Unity over Kartarpur marred by mixed messages

November 30, 2018 11:52 pm | Updated December 03, 2021 10:13 am IST - ISLAMABAD/NEW DELHI

Shah Mehmood Qureshi. File photo: Reuters

Shah Mehmood Qureshi. File photo: Reuters

Pakistan’s Foreign Minister Shah Mehmood Qureshi scored a “self-goal” by claiming that Prime Minister Imran Khan had tricked India over the Kartarpur corridor, government sources said in New Delhi on Friday.

“It [Mr. Qureshi’s remark] was intended to score a point but it turned out to be a self-goal that gives away Pakistan’s real intention in organising the [Kartarpur] event,” an official told The Hindu .

 

Mr. Qureshi’s statement at a function on Thursday claiming that Mr. Khan had “bowled a googly” became the latest in a series of contradictory messages that marked the otherwise cordial photo-opportunity afforded by the start of work on the Kartarpur Sahib corridor this week. PM Imran Khan was joined by Pakistan Army Chief General Bajwa, and Ministers from India — Harsimrat Badal, Hardeep Puri and Navjot Sidhu, for the foundation laying ceremony for the six-kilometre corridor.

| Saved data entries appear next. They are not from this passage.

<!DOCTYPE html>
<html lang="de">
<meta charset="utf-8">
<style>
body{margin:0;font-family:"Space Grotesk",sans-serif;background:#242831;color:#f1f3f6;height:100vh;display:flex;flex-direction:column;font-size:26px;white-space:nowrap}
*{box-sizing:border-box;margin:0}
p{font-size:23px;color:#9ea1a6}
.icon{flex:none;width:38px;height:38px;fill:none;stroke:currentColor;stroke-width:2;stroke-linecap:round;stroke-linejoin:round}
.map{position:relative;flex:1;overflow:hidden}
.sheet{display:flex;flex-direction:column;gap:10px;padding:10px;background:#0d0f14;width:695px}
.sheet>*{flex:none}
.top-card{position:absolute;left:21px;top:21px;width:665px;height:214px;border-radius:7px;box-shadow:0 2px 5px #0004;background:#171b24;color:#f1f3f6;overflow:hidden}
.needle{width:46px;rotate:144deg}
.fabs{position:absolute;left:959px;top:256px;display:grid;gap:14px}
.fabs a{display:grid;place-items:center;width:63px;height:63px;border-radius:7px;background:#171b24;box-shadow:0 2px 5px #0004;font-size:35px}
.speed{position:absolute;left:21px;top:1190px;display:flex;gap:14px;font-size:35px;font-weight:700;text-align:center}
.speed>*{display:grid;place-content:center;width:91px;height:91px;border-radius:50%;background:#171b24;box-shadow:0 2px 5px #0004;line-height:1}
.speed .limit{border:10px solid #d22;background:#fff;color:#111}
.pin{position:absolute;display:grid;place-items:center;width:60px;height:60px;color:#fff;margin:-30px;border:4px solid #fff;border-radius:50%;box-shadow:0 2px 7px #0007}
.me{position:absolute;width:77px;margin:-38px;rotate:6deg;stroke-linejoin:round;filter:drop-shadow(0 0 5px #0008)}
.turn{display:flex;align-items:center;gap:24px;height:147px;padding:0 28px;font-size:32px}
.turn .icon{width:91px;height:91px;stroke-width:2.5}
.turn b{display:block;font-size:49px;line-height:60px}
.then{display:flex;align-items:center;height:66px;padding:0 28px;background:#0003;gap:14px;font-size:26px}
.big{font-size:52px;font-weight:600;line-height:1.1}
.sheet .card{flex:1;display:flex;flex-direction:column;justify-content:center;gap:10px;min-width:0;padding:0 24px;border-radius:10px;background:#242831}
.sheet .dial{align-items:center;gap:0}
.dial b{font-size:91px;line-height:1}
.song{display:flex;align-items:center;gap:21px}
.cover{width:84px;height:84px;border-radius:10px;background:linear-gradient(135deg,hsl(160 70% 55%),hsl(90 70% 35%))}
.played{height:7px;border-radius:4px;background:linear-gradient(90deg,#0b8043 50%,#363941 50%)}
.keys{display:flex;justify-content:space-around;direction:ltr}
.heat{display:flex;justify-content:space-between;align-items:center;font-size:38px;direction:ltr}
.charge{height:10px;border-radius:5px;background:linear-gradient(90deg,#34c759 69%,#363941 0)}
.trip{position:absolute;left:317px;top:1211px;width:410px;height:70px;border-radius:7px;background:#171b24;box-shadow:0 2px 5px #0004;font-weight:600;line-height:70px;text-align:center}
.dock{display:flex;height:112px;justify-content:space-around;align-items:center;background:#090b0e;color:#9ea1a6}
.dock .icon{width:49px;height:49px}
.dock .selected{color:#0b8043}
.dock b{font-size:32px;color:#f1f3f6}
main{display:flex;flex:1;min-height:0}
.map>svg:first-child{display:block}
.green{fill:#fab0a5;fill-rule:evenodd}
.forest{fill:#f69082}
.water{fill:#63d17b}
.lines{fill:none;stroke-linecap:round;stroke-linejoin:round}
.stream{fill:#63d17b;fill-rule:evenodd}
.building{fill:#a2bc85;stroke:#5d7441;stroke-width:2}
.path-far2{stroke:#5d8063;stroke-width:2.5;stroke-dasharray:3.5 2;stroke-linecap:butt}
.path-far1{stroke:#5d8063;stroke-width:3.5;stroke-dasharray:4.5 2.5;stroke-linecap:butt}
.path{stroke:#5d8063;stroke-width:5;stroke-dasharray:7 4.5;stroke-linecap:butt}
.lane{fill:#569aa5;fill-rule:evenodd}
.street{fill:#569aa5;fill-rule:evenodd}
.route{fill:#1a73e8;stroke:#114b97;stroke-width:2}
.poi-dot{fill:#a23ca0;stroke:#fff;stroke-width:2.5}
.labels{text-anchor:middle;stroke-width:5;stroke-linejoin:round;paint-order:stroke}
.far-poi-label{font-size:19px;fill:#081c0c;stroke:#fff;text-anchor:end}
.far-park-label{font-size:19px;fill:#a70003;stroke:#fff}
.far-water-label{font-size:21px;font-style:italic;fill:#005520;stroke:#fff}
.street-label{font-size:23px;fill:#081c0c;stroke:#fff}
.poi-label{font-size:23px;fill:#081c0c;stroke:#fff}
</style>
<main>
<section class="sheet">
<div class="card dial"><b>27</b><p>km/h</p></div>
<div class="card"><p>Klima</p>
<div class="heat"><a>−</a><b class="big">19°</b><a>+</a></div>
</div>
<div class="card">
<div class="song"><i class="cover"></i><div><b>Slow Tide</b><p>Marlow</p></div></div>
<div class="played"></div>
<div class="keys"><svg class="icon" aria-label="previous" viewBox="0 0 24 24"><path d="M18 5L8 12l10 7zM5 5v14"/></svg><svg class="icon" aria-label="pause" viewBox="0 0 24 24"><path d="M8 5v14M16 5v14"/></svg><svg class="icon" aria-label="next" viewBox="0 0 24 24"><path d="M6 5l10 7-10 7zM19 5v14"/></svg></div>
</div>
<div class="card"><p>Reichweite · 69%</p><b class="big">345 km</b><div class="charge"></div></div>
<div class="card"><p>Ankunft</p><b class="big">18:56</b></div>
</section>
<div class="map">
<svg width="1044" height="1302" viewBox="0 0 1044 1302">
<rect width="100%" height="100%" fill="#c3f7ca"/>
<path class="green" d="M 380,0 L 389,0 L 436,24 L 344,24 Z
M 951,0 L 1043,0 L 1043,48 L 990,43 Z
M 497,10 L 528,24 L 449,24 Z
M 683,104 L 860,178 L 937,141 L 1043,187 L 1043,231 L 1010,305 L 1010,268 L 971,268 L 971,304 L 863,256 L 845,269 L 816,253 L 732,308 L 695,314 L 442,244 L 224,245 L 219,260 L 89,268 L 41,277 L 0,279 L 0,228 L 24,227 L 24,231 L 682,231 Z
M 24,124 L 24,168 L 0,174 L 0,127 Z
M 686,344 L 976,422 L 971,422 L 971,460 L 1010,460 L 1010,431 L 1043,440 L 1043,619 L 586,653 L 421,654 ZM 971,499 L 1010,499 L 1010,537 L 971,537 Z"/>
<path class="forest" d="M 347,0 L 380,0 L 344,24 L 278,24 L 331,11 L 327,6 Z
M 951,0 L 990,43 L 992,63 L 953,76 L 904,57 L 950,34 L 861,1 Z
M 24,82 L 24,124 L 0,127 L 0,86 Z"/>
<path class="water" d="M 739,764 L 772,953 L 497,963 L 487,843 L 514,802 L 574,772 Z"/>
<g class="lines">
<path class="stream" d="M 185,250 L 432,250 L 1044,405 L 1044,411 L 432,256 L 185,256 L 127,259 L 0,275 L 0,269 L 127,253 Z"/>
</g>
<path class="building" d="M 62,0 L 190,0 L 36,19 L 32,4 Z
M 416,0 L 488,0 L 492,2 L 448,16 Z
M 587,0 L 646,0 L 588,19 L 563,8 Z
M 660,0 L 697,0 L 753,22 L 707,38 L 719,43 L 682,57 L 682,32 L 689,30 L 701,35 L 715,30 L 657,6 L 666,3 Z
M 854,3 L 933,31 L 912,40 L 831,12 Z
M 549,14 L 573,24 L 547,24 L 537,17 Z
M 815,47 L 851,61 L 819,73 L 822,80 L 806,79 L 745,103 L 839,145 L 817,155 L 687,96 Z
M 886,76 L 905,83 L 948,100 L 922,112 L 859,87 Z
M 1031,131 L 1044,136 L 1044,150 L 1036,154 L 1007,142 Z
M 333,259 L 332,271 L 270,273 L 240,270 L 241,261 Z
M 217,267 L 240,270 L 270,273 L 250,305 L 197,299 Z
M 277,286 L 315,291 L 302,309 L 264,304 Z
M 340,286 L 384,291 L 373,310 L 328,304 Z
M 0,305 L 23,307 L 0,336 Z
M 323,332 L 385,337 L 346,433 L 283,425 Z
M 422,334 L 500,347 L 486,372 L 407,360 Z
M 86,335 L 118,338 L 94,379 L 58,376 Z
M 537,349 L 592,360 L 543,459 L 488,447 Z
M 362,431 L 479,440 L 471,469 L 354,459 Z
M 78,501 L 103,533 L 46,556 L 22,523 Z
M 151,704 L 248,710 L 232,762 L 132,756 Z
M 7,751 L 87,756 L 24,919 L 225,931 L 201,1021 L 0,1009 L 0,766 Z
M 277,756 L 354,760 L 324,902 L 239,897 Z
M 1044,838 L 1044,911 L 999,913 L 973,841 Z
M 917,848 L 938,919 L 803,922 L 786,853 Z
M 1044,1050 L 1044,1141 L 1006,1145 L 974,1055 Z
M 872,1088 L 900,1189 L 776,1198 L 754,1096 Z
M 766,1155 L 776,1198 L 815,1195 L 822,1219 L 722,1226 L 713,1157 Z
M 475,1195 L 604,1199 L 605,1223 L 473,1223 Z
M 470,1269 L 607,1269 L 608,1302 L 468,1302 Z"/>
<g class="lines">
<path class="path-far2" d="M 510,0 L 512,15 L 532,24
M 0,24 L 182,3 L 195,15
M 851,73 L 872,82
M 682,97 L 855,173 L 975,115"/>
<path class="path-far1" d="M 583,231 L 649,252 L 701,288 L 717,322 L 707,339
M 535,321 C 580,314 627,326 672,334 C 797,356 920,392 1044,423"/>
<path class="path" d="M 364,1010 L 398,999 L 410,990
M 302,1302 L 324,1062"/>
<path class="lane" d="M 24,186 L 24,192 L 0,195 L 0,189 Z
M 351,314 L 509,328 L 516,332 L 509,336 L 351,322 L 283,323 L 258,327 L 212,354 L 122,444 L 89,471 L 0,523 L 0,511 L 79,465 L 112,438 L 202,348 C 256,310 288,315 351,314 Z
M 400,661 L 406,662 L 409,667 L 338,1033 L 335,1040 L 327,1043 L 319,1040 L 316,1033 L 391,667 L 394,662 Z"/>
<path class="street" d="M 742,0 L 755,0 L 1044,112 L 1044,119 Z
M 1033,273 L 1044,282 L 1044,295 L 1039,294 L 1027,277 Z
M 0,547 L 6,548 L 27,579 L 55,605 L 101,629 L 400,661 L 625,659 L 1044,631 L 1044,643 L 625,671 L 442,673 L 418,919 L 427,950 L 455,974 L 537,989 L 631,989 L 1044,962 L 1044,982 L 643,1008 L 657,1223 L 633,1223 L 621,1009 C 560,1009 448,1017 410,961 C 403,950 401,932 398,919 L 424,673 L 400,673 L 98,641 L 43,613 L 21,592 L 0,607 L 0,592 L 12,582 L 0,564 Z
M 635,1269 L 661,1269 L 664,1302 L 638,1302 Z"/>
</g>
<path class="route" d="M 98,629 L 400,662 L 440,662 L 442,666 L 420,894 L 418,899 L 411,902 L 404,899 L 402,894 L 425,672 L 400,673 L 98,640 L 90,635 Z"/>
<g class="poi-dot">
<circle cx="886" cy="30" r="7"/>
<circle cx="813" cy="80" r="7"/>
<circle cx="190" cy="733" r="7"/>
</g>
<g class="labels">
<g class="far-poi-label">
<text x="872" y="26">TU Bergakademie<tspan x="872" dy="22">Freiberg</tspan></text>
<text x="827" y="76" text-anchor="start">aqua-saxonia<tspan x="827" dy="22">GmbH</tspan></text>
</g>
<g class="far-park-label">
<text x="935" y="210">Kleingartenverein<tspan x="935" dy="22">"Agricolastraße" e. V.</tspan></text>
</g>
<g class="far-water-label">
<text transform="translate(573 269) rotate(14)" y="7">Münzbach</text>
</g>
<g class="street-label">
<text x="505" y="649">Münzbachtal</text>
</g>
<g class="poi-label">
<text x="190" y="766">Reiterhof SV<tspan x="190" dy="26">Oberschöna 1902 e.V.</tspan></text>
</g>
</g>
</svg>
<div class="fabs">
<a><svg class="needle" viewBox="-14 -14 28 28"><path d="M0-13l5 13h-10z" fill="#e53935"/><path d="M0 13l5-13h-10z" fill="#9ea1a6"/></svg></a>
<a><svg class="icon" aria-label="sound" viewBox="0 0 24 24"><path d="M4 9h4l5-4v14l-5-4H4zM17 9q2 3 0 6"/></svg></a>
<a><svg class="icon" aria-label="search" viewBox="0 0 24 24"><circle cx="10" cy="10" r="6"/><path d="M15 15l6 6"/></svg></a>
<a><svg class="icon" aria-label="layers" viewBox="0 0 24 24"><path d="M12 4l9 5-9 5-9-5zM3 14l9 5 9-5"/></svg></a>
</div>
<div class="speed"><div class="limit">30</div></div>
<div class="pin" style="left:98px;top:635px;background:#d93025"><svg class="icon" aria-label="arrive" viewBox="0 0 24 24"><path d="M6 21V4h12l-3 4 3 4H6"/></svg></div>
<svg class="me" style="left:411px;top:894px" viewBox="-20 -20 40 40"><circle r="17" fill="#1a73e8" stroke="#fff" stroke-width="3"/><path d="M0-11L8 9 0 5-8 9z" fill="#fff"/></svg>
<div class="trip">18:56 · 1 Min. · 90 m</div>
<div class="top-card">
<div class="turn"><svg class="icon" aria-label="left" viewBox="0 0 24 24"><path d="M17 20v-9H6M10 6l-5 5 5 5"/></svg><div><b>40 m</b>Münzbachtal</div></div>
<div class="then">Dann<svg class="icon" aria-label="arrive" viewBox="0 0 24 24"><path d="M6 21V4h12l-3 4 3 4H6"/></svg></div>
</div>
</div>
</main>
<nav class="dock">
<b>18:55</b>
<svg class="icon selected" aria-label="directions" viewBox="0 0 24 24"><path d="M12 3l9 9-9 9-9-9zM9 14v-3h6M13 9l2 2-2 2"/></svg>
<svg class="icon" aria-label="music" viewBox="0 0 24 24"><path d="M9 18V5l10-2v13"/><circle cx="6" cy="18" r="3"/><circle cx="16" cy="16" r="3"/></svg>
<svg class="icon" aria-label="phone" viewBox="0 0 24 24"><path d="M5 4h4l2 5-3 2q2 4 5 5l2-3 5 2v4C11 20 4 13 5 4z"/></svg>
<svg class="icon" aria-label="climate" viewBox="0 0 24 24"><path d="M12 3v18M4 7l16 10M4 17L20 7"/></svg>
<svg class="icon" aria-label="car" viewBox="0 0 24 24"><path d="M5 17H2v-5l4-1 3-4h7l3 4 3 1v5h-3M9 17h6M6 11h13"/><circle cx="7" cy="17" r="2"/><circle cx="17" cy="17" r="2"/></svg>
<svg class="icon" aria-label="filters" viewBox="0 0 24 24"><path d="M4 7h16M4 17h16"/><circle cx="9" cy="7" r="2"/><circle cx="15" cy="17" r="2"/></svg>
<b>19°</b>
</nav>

“The world watched, Pakistan watched, that PM Imran Khan bowled a googly at Kartarpur. As a result of the googly, India, that had refused to engage with Pakistan, had to send two ministers to Pakistan to engage. We are happy they came, as ours is a message of peace,” Mr. Qureshi had told an audience of lawmakers and ruling party supporters at a function to mark 100 days of the Khan government in Islamabad on Thursday.

Contradictory remarks

Only hours earlier, Mr. Qureshi had addressed a group of Indian journalists invited to Pakistan to cover the Kartarpur ceremony, and said just the opposite. “Let me clarify,” Mr. Qureshi had said, “The Kartarpur gesture, believe me, had no googly hidden in it.”

Mr. Qureshi had also said it was Pakistan’s failing economy that was the motivator for the “consensus for peace with India” in the country. “Let me point out why there’s support for the entire [engagement process]: because we have come on a mandate to fix the economy. We have inherited a difficult economic situation where the fiscal deficit is close to 6.6%, the trade deficit was historic and growth rate is abysmal. So the challenge….is the economy,” he had said.

Pakistan’s debt repayment crisis, the cancellation of about $3 billion in U.S. assistance over the past year as well as financial strictures arising from the “greylisting” of the country by the Financial Action Task Force, are all part of the challenge as well.

The Ministry of External Affairs didn’t comment officially on the latest remarks by the Pakistani foreign minister, although it had protested PM Khan’s reference to Kashmir during his speech at the groundbreaking ceremony of the Kartarpur corridor earlier, calling it an attempt to “politicise a pious event.”

Pakistani foreign office officials said that the MEA’s statement failed to account for comments made by Punjab Chief Minister Amarinder Singh, hitting out directly at the Pakistani Army Chief General Bajwa at the groundbreaking ceremony on the Indian side in Dera Baba Nanak on Monday. “Was that not an attempt to politicise the pious occasion as well,” asked one official.

On her own return from Pakistan, Union Minister Harsimrat Badal’s comments calling Congress minister Navjot Singh Sidhu a “traitor” and demanding that he be dismissed by the Congress party for having gone to Pakistan, added to the contradictory and noisy messaging that marked the week when the Kartarpur corridor, called a “corridor of peace” by leaders on both sides, was started.